When it comes to McKay’s productions, he’s been more prolific than ever, teaming up with artists like Nader Razdar and Milos Pesovic for the Missy Elliot inspired tech house slammers “Get Ur Freak On” and “Work It,” letting his disco flag fly with “Don’t Leave Me This Way,” and getting deep with his most recent single “Nothing Can Come Between Us” — a stylish new version of the Sade classic with vocalist Rozie Gyems.

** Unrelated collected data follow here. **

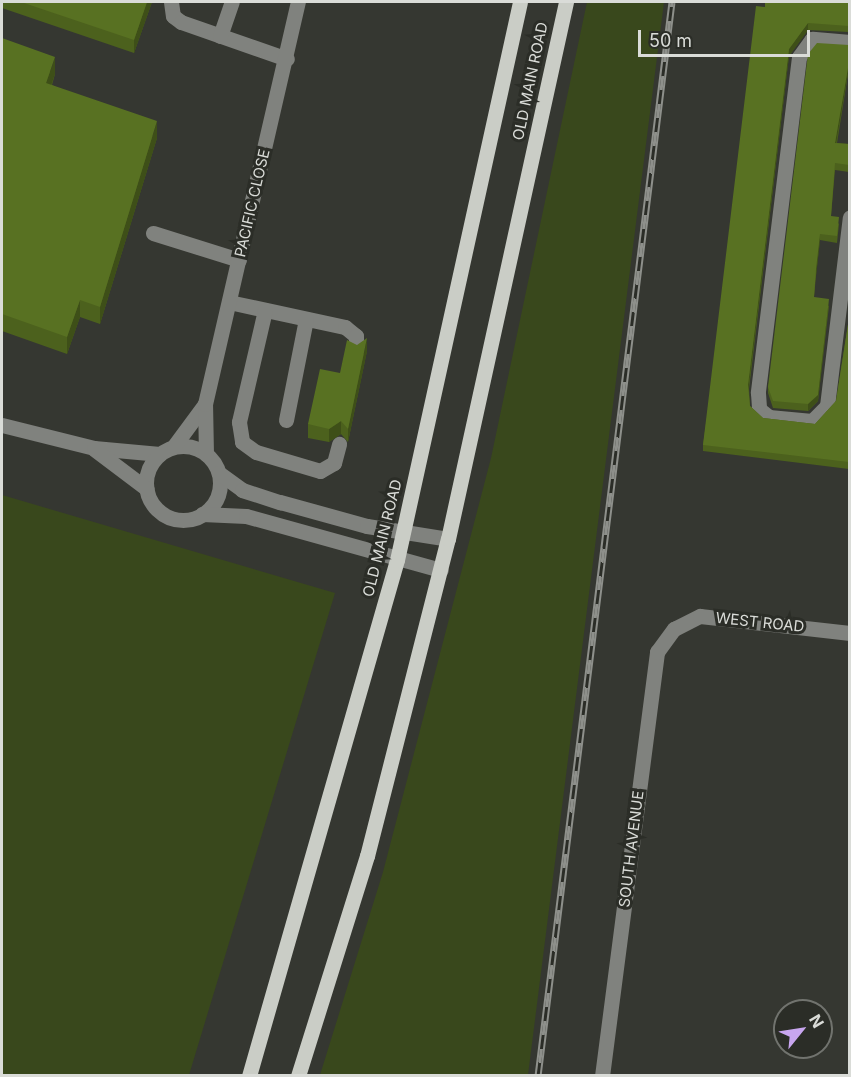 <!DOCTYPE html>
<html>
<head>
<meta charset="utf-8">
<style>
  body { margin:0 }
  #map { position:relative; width:851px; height:1077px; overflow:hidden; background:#353731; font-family:Inter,sans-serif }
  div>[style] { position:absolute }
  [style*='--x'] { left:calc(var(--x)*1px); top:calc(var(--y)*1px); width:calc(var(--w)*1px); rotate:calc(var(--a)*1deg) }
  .green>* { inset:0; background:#39481c }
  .minor>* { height:15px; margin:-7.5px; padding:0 7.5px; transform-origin:7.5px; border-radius:7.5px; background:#80827e }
  .minor>.ring { margin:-7.5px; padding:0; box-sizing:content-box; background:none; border:15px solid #80827e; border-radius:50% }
  .major>* { height:15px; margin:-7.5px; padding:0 7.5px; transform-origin:7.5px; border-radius:7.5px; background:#cacdc6 }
  .rail>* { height:7px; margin-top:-3.5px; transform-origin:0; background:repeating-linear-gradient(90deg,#2b2d27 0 14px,#8e908b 0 28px); box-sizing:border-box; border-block:2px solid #8e908b }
  .wall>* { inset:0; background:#4c611d }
  .shaded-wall>* { inset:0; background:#3e4f18 }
  .building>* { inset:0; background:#587122 }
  span { translate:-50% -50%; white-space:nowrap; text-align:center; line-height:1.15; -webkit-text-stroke:6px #2b2d27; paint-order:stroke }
  .street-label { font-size:15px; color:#dadcd8 }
  .frame { position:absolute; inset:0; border:3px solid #dadcd8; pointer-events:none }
  .north { position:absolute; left:773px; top:999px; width:60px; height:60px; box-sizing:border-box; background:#2b2d27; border:2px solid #71736e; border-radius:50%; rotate:60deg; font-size:16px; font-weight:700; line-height:24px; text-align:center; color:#dadcd8 }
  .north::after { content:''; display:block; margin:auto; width:21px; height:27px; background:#c8a6ef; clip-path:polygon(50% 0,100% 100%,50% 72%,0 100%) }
  .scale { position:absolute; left:638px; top:30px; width:172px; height:27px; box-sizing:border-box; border:3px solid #dadcd8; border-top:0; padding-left:8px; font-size:18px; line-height:21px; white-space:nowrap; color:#dadcd8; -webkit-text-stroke:4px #2b2d27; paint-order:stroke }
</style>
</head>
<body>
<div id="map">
  <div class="green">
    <div style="clip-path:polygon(587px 2px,664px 2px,528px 1075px,320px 1075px,383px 872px,491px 458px)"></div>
    <div style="clip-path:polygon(2px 495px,335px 593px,189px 1075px,2px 1075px)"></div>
  </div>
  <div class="minor">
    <div style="--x:171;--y:2;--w:14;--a:82"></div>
    <div style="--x:173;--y:16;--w:10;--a:37"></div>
    <div style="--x:181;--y:22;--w:112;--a:19.2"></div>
    <div style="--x:220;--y:36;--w:36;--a:-71"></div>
    <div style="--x:850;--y:42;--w:38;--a:-175"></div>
    <div style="--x:812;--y:39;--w:22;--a:126"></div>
    <div style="--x:799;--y:57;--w:338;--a:97"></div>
    <div style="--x:758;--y:393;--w:16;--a:86"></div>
    <div style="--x:759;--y:409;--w:13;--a:39"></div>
    <div style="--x:769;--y:417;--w:43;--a:5.3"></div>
    <div style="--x:812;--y:421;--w:21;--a:-45"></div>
    <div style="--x:827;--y:406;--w:190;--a:-83.1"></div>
    <div style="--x:153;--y:233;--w:90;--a:17.4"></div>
    <div style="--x:229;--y:302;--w:119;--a:12.2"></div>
    <div style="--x:345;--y:327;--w:14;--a:39"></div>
    <div style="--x:356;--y:336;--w:13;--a:90"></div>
    <div style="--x:265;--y:310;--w:115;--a:103.1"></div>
    <div style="--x:239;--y:422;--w:20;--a:81"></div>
    <div style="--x:242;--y:442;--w:17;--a:36"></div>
    <div style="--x:256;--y:452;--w:67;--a:16.5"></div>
    <div style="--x:320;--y:471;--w:16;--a:-30"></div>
    <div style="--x:334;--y:463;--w:20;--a:-75"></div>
    <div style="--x:286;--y:420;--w:103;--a:-78.8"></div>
    <div style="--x:2;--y:425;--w:95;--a:14"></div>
    <div style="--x:94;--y:448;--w:66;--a:5.2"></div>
    <div class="ring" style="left:146px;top:446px;width:59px;height:59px"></div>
    <div style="--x:174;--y:446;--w:52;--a:-53.6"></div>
    <div style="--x:94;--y:449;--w:66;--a:37"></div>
    <div style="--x:206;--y:454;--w:50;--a:-91.1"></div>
    <div style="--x:205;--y:404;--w:413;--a:-77"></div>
    <div style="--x:219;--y:473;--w:29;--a:36"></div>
    <div style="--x:242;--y:490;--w:40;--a:18"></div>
    <div style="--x:280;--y:502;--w:90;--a:15.4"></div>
    <div style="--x:367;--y:526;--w:82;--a:9.1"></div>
    <div style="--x:202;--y:514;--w:44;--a:2.6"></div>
    <div style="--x:246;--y:516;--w:202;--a:15.5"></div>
    <div style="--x:602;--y:1076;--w:428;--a:-82.6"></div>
    <div style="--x:657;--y:652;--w:29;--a:-54"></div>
    <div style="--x:674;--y:629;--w:29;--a:-27"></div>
    <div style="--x:700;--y:616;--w:151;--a:6.5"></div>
  </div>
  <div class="major">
    <div style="--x:249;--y:1076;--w:537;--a:-74"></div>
    <div style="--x:397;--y:560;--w:571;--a:-77.57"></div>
    <div style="--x:298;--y:1076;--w:231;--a:-72.6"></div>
    <div style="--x:367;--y:856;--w:327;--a:-75.7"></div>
    <div style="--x:448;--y:539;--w:550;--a:-77.61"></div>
  </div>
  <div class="rail">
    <div style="--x:538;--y:1076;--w:1082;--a:-82.89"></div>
  </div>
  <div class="wall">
    <div style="clip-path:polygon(2px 2px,152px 2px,134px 53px,2px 8px)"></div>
    <div style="clip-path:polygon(849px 2px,849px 32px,808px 30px,789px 56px,749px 389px,750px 406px,763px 418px,815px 424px,836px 401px,849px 318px,849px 469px,703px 451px,703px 445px,765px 7px)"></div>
    <div style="clip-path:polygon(2px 38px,55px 74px,52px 85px,157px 138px,100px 324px,80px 317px,67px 354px,2px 331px)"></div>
    <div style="clip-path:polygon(849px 45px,849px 68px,837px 143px,849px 144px,849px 172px,835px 170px,831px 216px,839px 224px,837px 243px,820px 240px,816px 276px,814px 297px,829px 306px,818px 401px,808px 411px,773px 408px,768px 393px,768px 387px)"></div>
    <div style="clip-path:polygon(367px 351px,348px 442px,341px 434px,329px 442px,308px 438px,308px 424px,340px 373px)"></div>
  </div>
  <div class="shaded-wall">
    <div style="clip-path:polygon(147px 2px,152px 2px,134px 53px,134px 40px)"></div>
    <div style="clip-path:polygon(808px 23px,808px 30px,789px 56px,748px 392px,748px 385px,789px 49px)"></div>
    <div style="clip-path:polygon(55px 57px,55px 74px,46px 100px,46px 83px)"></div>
    <div style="clip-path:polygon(849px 62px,849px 68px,835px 150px,835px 143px)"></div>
    <div style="clip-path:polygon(157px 121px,157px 138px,100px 324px,100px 307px)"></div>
    <div style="clip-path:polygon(820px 234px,820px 240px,816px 276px,816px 269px)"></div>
    <div style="clip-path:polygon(829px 299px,818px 401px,808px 411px,808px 404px)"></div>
    <div style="clip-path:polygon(80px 300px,80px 317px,67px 354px,67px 337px)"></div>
    <div style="clip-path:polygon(367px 338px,367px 351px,348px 442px,348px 429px)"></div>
    <div style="clip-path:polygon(341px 421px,341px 434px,329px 442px,329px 429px)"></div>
  </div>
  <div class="building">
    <div style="clip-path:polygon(21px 2px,147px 2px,134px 40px)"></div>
    <div style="clip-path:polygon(765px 2px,849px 2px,849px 26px,808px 23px,789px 49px,748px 385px,750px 406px,763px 418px,815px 424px,836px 401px,849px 318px,849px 462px,703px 445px,756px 6px,765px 7px)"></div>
    <div style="clip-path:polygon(2px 38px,55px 57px,46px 83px,157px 121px,100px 307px,80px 300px,67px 337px,2px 314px)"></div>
    <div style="clip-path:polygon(817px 43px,849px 45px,849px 62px,835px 143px,849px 144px,849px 165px,835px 163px,831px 216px,839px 217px,837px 236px,820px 234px,816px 269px,814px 297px,829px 299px,818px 395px,808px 404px,773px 401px,768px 387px,808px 54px)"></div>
    <div style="clip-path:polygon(367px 338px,348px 429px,341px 421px,329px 429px,308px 424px,320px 369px,340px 373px,347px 340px,357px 345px)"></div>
  </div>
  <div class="street-label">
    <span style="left:530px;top:81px;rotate:-78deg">OLD MAIN ROAD</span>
    <span style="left:252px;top:203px;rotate:-77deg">PACIFIC CLOSE</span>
    <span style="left:382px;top:538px;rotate:-76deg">OLD MAIN ROAD</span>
    <span style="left:760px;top:622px;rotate:6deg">WEST ROAD</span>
    <span style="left:631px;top:849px;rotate:-83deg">SOUTH AVENUE</span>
  </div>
  <div class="frame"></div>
  <div class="north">N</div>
  <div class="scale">50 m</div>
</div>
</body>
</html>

Recently, Glasgow Underground hit a milestone with Kevin McKay’s album Summer Of Lovethe imprint’s 500th official release, which features original tracks and remixes from Earth N Days, Qubiko, Odyssey Inc, and more. “It feels amazing to hit 500,” McKay says. I remember hitting 100, and what an incredible milestone that felt like, but then to be here still 23 years later and doing 500? Awesome! It’s just nice to have that as a body of work, and I’m fortunate to be doing something that I love as much as when I started at 26 years old.”